Moore School of Business
Where are they now? Phil Prince Print E-mail
Friday, 24 October 2008
phil-prince-now.jpgBy Lydia Dishman
Contributing Writer

Phil Prince doesn’t really want to rest on his football laurels. In fact, since he says he’s not much of a computer user, he hasn’t even seen the YouTube version of the moment his star rose on the gridiron. Sixty years ago this October, Prince blocked a punt against South Carolina, allowing the Tigers to score a touchdown that clinched Clemson's 13-7 win.

He chuckles softly to himself at the memory of that “Big Thursday.”

“We were undefeated and untied that year,” says Prince noting, “It was quite a distinction.” Indeed it was given that it was also Clemson's first undefeated season in 48 years, and a feat that only three teams in Clemson history can claim to have accomplished. Prince was a starting tackle and co-captain on a Tiger team that wrapped up with Gator Bowl and Southern Conference championships.

Though he started as a first-year freshman in 1944, Prince was called to active duty in WWII. When he returned, the Erwin, Tenn.-native trotted back out on the field as a junior in 1947. He graduated in 1949 and was immediately signed to the New York Giants.

“I played five exhibition games and got hurt,” shrugs Prince who finished out the season with the New Jersey Giants, the farm team for New York. Even though he married soon after and went on to take a position in Bristol, Tenn. as a teacher and coach, football was not completely off the radar — yet.

Prince was called back for service during the Korean War and was stationed at Fort Jackson. “I had a coach tell me, ‘you don’t you want to play service football, you’ll get hurt.’” He signed up anyway, playing football for his entire 10-month tour. But it was during a pick-up basketball game that summer with a group of Army reserves from Greenwood that his career took a turn away from sports.

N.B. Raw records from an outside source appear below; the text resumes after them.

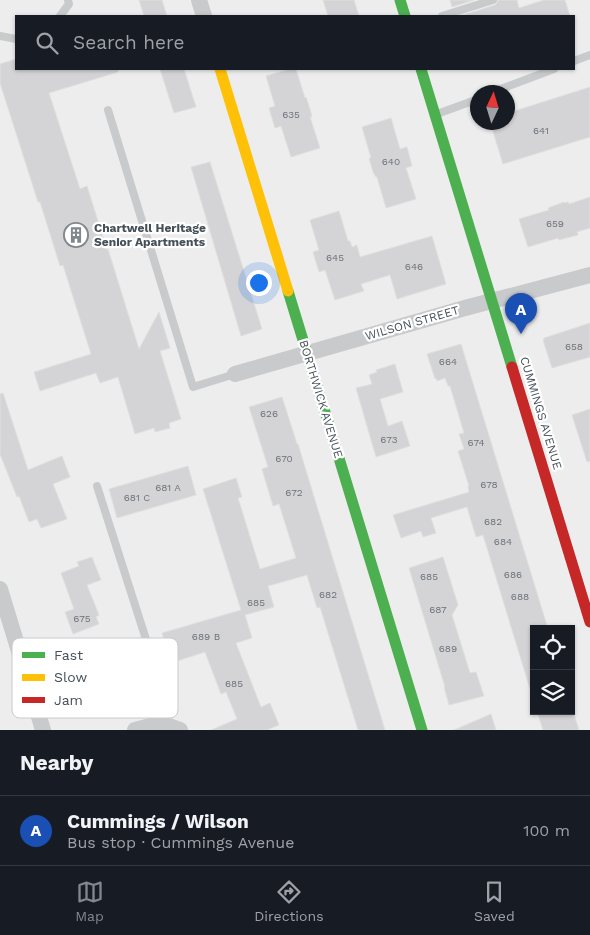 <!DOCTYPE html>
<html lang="en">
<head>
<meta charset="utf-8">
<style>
  :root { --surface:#171b24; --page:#20242c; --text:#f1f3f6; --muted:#9ea1a6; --line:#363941; --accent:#80878d }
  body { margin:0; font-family:"Work Sans",sans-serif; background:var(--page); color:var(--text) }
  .controls { position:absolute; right:15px; bottom:15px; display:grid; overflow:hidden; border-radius:0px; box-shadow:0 1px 4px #0004 }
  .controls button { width:45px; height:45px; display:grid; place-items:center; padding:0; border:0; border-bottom:1px solid var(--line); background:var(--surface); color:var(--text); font:25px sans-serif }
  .compass { position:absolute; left:470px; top:85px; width:45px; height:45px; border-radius:50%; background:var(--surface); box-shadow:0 1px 4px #0004; rotate:4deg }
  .you { position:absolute; left:258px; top:282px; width:18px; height:18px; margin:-12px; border:4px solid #fff; border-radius:50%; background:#1a73e8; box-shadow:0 0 0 8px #1a73e833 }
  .badge { display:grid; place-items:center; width:32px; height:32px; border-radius:50%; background:var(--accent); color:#fff; font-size:16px; font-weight:700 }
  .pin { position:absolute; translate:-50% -41px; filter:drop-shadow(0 1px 2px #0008) }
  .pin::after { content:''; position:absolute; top:26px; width:18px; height:15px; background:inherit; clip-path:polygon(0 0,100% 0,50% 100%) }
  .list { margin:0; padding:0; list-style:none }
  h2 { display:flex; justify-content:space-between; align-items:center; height:65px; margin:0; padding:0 20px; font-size:21px }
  h2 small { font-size:16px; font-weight:400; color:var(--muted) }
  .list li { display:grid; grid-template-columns:32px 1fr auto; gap:15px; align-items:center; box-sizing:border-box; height:70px; padding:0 20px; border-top:1px solid var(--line) }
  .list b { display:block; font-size:19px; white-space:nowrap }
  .list p { margin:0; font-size:16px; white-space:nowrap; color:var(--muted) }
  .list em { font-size:16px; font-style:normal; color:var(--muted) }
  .icon { flex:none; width:28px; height:28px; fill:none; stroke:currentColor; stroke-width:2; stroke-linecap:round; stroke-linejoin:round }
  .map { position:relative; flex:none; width:590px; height:730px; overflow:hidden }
  .search { position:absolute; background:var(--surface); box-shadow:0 1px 4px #0004; left:15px; right:15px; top:15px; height:55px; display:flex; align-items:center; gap:12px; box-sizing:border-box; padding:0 18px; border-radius:0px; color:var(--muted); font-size:19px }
  .sheet { height:135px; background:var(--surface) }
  nav { display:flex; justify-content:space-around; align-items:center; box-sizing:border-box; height:70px; border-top:1px solid var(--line); background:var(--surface); font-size:14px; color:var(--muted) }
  nav a { display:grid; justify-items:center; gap:2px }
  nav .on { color:var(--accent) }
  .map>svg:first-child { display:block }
  .building { fill:#d4d4d6; stroke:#dfdfe0 }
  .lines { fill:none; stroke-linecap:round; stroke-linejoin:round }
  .lane { stroke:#c8cacc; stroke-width:8 }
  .street { stroke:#c8cacc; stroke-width:16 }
  .fast { stroke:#4caf50; stroke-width:11 }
  .slow { stroke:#ffc107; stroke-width:11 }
  .jam { stroke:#c62828; stroke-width:11 }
  .labels { text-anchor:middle; stroke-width:4.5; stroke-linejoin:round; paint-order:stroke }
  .number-label { font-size:10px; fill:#6a727a }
  .poi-label { font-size:12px; font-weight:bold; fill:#455059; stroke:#fff; text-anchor:start }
  .street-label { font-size:12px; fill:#455059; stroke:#fff }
  .key { fill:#fff; stroke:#c7cacd; stroke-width:1 }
  .key-label { font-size:14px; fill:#455059 }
</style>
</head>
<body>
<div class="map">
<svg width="590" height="730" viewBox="0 0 590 730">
  <rect width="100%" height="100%" fill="#eeeded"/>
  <g class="building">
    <polygon points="139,0 162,0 167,16 144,16"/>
    <polygon points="323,0 354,0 359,16 328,16"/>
    <polygon points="450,0 474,0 452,7"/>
    <polygon points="498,0 517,0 519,8 544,0 565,0 570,16 460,16 495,5 497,3"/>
    <polygon points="16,59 16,69 118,69 118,72 49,93 80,189 87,186 107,250 108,249 139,349 159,312 170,348 160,351 181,419 169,423 170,428 155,432 154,428 135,434 118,377 100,383 96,373 40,391 34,372 91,354 63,265 60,266 40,202 38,202 0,83 0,64"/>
    <polygon points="160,69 184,69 196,107 174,113"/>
    <polygon points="290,69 296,69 305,98 306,97 310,109 312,117 310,117 320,148 291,157 281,126 275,128 269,108 275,106 266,76"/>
    <polygon points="590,87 590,137 503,164 490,122 508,122 508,113"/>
    <polygon points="391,118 400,149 407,147 412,166 406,168 416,199 386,208 377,177 376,177 373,172 369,158 371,158 362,127"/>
    <polygon points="210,162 262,329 241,336 191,167"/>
    <polygon points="590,197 590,228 577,232 578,235 559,240 558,238 528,247 519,219 549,210 548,208 564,202 564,203 568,202 569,204"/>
    <polygon points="339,211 348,241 350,241 352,247 357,245 360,257 432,236 446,284 397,299 390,275 361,284 364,291 335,300 325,270 319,272 313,252 319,250 310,220"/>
    <polygon points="590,323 590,357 552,368 543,340 544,340 544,338"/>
    <polygon points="461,344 548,629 534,629 534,688 530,689 483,535 476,537 467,507 431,518 436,533 423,537 421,531 401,538 393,515 469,492 468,486 469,486 458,451 464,449 459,434 464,433 450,386 448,386 445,378 437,381 436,378 435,379 427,354"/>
    <polygon points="395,364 403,392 380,399 388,426 402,421 410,446 376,457 356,388 372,384 369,375 377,372 376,370"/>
    <polygon points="3,393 28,470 62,456 70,477 53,484 67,519 41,528 37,519 29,522 19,496 17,497 0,454 0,394"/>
    <polygon points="282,397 297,444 298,444 385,730 358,730 320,607 317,608 307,575 268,586 274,607 245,615 252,638 236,643 261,707 270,703 279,725 267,730 211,730 237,719 226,692 221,694 205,652 171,663 162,633 241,610 203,489 236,478 242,497 238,498 260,569 296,558 279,504 273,506 262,469 268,467 249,407"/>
    <polygon points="590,409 590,461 587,462 572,415"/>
    <polygon points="188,466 196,495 117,518 109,489"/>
    <polygon points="92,557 101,580 87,585 99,615 96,617 99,624 73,634 65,612 74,609 61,573 79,566 77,562"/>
    <polygon points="443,557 458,605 452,615 470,673 476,672 484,696 449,705 444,687 445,687 409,568"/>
    <polygon points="537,711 573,711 579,730 543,730"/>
    <polygon points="491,714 496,730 454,730"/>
  </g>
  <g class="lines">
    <g class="lane">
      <polyline points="60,16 69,4 68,0"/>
      <polyline points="442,16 493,0"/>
      <polyline points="0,36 16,39"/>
      <polyline points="574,61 590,55"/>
      <polyline points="493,92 554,69"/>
      <polyline points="108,110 193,387 235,374"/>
      <polyline points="437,114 478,99"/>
      <polyline points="97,486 159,680 161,723"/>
    </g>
    <g class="street">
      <polyline points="199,0 204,16"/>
      <polyline points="235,374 465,308 590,275"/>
      <polyline points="0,589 43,730"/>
      <polyline points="135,730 161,723 180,730"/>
    </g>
    <g class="fast">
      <polyline points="400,0 405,16"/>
      <polyline points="421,69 512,367"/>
      <polyline points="288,291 422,730"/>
    </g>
    <polyline class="slow" points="220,69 288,291"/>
    <polyline class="jam" points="512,367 590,622"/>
  </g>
  <defs>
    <symbol id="building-ring" viewBox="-11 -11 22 22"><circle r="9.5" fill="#fff" stroke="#80878d" stroke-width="1.5"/><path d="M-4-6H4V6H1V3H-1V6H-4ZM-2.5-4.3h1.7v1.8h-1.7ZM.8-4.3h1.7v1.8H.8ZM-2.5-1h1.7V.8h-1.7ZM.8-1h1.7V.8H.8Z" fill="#80878d"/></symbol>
  </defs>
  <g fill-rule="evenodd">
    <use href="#building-ring" x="62" y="221" width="28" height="28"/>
  </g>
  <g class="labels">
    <g class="number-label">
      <text x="291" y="118">635</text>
      <text x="541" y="134">641</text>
      <text x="391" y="165">640</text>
      <text x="555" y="227">659</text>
      <text x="335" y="261">645</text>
      <text x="414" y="270">646</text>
      <text x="574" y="350">658</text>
      <text x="448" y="365">664</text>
      <text x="269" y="417">626</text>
      <text x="389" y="443">673</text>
      <text x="476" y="446">674</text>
      <text x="284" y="462">670</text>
      <text x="489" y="488">678</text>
      <text x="168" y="491">681 A</text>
      <text x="294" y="496">672</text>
      <text x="137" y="501">681 C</text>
      <text x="493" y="525">682</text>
      <text x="503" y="545">684</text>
      <text x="513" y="578">686</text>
      <text x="429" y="580">685</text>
      <text x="328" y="598">682</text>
      <text x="520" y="600">688</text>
      <text x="256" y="606">685</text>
      <text x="438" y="613">687</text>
      <text x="82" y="622">675</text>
      <text x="206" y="640">689 B</text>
      <text x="448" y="652">689</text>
      <text x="234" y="687">685</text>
    </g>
    <g class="poi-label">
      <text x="94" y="232">Chartwell Heritage<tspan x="94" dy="14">Senior Apartments</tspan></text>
    </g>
    <g class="street-label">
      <text transform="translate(412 323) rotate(-16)" y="4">WILSON STREET</text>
      <text transform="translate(321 399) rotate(73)" y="4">BORTHWICK AVENUE</text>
      <text transform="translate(541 413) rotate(73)" y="4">CUMMINGS AVENUE</text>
    </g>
  </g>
  <rect x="12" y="638" width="166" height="80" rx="8" class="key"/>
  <rect x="22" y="652" width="23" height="6" fill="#4caf50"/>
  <rect x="22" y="674" width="23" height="7" fill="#ffc107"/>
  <rect x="22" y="697" width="23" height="6" fill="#c62828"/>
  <g class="key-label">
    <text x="54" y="660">Fast</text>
    <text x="54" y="682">Slow</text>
    <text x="54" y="705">Jam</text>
  </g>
</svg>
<div class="controls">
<button><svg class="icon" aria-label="locate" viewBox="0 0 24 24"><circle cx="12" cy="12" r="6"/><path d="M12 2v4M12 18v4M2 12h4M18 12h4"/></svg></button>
<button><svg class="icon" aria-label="layers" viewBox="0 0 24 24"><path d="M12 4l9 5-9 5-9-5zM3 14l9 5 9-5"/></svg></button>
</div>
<svg class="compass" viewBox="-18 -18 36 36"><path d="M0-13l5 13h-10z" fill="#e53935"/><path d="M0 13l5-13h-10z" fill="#9ea1a6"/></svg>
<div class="you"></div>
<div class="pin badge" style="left:521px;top:334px;background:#1a4fb4">A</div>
<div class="search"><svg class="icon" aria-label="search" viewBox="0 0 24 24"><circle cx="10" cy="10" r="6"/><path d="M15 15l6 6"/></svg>Search here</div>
</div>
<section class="sheet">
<h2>Nearby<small></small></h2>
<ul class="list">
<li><span class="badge" style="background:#1a4fb4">A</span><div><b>Cummings / Wilson</b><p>Bus stop · Cummings Avenue</p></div><em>100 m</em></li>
</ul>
</section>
<nav>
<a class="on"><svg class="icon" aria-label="map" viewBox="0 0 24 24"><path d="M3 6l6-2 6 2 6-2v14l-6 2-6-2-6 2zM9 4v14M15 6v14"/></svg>Map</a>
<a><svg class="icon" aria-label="directions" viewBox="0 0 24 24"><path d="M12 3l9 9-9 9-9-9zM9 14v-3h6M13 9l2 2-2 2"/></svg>Directions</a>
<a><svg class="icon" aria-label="saved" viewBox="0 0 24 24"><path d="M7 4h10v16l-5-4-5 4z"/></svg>Saved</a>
</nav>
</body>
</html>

“Most of the officers in the unit were Clemson grads. They worked at Milliken, and I knew I wanted to stay in South Carolina because my wife is from Rock Hill,” Prince explained. The Milliken fellows urged him to enter the company’s training program. “I told them I had no experience,” recalled Prince, who held a degree in English and a minor in history and government. “They said, ‘that is alright, you’ll learn.’”

So he did.

Sitting up a little bit straighter in the chair he’s occupying in the lobby of Clemson’s Madren Conference Center, Prince launched into the tale of a chapter in his life that clearly impressed more lessons on him than any of his time on the field, or in the classroom.

Milliken’s industrial engineering program was designed to give trainees a comprehensive look at the way the company did business, from every department in the mills, to conducting product, time and motion studies.

“It was a very good experience and introduction into the world of business,” Prince said, adding that he’s always considered Mr. Milliken something of a mentor because, “he believed in developing his own people and bring them up through standard training indoctrination and orientation.”

As a newly-minted junior industrial engineer, Prince took an open position in production planning before becoming plant manager at Abbeville Mill. Just as his career was really gaining steam, Prince was offered a promotion and a big pay increase — with another company.

“At that time it was sort of an unwritten rule that if you left [Milliken] you didn’t come back,” Prince said, who admits that he accepted the job at Burlington in North Carolina reluctantly. It wasn’t long before he proved that hard and fast rule had an exception.

He was invited back to Milliken in 1957 to be a product manager, a new position at the time. “It was a chance to be exposed to merchandising, fabric and product design,” he said, explaining that a fringe benefit was the ability to travel to New York City to sell to textile converters who bought Milliken’s unfinished materials from their cutting-edge plants for lingerie and curtain fabrics.